• Exercise brief: The result should be every line of the listing that holds the word "icon".

• Extracted entries:

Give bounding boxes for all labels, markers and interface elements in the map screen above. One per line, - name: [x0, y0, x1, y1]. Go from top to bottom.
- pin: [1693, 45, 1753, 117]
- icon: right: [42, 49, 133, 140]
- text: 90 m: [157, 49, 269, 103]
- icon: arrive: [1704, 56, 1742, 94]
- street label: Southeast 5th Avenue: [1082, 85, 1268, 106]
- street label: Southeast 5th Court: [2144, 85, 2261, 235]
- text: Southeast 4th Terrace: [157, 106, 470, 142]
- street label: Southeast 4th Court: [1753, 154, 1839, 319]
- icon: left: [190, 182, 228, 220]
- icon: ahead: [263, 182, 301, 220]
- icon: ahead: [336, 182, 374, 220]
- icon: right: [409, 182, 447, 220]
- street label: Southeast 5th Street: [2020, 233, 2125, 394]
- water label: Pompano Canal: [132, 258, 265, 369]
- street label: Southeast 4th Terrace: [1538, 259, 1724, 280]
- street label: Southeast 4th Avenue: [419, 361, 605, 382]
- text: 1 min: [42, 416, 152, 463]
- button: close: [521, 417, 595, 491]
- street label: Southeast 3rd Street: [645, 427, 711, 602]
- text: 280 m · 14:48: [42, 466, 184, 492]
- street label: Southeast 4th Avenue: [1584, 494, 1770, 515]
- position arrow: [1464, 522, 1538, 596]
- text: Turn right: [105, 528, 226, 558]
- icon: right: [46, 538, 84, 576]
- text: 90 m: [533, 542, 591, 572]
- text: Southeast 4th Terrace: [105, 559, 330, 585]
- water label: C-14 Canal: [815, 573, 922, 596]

• Reply to the task:
- icon: right: [42, 49, 133, 140]
- icon: arrive: [1704, 56, 1742, 94]
- icon: left: [190, 182, 228, 220]
- icon: ahead: [263, 182, 301, 220]
- icon: ahead: [336, 182, 374, 220]
- icon: right: [409, 182, 447, 220]
- icon: right: [46, 538, 84, 576]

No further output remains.